For the first few decades of the modern office’s life, it was perceived as somewhere which fulfilled very much a functional role of providing an environment where workers – who were perceived largely as inputs to companies rather than assets in themselves – could simply fulfil their tasks.
Over the past 25 years, however, perceptions have shifted. The rise of knowledge-based businesses, which rely on retaining talent, has driven wider acceptance that the office has to work for people as much as they work within it, and also play a role in facilitating employee productivity.
Greater emphasis has been put on knowledge exchange and collaboration within the office, leading to a dramatic increase in the provision of social and meeting spaces said to help the sharing of ideas and improve employee morale and wellbeing.
Another concurrent shift has been a switch in focus by organisations from concentrating on the isolated cost of the office to efficiency. Technology – particularly the advances made in the past 15 years – has enabled us to work from almost anywhere, at any time, but strangely this has not resulted in a bounce in economic productivity.
Making the workplace more productive will be a key challenge over the next 25 years, but obtaining better data should provide a significant boost to finding a solution. Through advances in technology, buildings will allow us to monitor how they are being used, where the pockets of intensity are, and conversely where are the bottlenecks to productivity.

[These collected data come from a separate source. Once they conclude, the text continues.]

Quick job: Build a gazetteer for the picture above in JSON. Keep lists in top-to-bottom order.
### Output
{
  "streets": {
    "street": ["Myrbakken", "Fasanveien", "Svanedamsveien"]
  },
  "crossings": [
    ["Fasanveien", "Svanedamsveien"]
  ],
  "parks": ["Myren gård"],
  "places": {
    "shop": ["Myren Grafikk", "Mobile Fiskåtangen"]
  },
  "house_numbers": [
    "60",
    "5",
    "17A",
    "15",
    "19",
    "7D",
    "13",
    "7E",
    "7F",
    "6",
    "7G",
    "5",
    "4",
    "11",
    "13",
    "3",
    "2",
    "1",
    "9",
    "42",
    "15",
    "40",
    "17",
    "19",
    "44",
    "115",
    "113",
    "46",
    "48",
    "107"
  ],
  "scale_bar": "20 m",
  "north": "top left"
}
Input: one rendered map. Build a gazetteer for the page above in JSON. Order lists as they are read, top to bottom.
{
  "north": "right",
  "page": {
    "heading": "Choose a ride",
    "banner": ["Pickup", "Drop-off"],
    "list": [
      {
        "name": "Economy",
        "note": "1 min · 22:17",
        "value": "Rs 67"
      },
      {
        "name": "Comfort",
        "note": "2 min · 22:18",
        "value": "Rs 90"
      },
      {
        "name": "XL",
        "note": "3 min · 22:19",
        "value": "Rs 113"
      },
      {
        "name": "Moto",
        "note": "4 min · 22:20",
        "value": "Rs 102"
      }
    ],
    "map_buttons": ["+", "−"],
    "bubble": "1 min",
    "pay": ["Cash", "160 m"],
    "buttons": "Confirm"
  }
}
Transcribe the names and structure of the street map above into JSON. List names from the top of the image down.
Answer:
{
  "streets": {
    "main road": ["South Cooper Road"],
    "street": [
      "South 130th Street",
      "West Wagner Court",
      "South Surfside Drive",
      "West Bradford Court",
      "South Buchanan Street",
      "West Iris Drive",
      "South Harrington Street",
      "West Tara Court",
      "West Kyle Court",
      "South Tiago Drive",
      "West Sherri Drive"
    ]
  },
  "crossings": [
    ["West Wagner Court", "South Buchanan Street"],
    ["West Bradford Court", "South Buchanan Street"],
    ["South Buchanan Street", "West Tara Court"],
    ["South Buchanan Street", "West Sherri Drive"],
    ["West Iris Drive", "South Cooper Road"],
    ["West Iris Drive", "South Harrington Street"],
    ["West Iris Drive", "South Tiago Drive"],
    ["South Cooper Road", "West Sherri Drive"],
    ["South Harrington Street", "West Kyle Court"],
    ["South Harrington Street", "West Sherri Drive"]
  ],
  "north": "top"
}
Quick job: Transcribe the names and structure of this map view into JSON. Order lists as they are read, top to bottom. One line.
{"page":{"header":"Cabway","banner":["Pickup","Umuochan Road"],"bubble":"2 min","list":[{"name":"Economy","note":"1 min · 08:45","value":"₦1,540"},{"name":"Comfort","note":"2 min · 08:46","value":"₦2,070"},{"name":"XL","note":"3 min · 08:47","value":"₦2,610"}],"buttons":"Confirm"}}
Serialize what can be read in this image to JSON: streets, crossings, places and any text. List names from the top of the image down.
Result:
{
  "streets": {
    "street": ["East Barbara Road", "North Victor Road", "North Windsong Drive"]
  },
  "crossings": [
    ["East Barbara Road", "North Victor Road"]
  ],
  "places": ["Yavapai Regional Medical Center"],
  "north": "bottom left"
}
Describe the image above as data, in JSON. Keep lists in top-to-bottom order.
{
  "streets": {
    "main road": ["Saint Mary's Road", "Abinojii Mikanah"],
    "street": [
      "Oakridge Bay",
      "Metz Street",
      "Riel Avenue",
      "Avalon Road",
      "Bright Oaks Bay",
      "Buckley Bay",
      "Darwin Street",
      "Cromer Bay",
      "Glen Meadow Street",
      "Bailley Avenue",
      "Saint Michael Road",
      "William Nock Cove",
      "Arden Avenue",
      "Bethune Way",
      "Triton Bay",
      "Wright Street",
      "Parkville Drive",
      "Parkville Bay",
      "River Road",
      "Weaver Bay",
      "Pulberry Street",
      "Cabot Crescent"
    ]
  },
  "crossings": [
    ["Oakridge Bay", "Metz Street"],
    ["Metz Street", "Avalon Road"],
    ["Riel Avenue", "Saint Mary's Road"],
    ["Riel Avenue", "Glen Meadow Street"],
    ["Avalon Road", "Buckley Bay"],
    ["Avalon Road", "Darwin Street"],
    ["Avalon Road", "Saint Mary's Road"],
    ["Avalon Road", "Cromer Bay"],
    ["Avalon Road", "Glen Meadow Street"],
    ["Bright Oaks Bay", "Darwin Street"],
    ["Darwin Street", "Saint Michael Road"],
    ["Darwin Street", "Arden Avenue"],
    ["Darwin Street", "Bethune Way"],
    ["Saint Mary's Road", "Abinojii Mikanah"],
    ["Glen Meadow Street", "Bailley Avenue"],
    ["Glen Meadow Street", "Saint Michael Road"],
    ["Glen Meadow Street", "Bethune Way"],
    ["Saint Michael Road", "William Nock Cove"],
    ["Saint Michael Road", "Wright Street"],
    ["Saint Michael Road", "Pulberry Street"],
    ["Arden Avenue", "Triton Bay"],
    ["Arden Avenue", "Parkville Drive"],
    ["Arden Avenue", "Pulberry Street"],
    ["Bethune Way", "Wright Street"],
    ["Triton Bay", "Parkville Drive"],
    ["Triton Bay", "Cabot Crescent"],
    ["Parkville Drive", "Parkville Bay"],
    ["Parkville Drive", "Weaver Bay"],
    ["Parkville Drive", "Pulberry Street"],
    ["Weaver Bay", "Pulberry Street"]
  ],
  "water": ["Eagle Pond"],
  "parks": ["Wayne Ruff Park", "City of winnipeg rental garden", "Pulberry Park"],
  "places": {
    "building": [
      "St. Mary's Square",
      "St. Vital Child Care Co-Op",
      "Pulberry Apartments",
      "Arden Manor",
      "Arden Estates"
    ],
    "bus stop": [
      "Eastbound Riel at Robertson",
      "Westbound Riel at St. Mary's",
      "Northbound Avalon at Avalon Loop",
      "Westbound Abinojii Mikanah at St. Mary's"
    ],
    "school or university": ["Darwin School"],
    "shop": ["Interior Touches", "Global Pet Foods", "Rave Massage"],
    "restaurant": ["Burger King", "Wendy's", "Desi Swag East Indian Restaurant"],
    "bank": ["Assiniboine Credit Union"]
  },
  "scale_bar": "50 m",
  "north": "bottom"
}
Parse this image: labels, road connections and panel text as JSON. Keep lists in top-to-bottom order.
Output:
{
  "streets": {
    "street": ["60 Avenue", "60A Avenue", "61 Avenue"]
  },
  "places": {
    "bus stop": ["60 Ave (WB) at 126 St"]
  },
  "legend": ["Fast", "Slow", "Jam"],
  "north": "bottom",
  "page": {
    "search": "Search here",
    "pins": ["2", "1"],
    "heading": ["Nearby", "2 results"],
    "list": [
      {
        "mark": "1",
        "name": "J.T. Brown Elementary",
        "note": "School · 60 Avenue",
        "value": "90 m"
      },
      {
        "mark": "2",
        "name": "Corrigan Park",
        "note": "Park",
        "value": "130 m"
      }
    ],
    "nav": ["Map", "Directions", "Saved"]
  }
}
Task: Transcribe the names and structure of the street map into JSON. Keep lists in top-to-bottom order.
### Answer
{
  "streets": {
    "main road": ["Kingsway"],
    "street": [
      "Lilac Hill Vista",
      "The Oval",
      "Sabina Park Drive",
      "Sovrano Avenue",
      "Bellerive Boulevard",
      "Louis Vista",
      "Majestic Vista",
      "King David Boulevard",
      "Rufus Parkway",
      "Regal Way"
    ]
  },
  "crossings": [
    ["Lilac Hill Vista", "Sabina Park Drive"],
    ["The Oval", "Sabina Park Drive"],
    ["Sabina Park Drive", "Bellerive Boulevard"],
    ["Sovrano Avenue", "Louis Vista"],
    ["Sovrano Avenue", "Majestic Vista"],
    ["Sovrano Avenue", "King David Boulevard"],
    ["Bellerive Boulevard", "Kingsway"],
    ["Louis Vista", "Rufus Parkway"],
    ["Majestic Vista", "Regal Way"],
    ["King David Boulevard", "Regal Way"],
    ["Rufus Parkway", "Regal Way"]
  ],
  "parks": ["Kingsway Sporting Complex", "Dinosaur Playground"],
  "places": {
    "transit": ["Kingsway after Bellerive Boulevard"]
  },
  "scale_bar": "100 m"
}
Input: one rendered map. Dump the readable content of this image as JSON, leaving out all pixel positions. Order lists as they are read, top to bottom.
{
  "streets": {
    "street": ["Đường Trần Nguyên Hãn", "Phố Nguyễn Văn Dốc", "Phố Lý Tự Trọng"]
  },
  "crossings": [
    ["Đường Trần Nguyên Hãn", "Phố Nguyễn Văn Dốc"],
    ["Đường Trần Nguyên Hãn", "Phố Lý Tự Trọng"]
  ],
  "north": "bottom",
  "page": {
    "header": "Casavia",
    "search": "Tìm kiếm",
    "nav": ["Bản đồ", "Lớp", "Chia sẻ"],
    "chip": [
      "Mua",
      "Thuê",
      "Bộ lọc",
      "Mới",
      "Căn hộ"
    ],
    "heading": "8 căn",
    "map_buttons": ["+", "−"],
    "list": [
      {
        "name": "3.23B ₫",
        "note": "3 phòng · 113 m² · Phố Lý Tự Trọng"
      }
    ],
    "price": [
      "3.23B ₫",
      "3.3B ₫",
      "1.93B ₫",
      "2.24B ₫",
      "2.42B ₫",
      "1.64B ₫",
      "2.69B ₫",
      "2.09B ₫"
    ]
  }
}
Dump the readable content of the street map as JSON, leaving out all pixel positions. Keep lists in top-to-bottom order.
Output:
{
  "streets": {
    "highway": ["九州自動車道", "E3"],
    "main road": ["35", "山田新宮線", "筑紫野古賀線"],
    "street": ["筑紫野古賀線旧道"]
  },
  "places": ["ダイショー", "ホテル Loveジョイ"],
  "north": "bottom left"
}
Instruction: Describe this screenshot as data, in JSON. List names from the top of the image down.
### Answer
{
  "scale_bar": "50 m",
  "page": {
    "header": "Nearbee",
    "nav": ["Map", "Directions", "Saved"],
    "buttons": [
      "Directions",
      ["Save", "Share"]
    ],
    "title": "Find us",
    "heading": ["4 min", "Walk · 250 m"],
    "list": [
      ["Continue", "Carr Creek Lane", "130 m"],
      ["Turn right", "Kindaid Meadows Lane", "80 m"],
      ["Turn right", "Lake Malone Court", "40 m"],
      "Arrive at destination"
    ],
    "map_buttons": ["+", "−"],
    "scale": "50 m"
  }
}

Perhaps controversially, this could result in a removal of some office social spaces. Noise levels are increasingly having an impact on worker productivity, as our recent What Workers Want survey proved, and it’s untenable that workers should resort to working from home in order to get work done. Advances in materials and technology should hopefully contribute some solutions to this problem, but perhaps we also need to look again at whether today’s office is too dense, or whether more priority needs to be placed on providing quiet, task-based working areas above social areas.
Getting the balance right will be key to the productivity conundrum, and thereby allow us to provide higher performing offices that deliver the best possible value to both their occupiers and investors.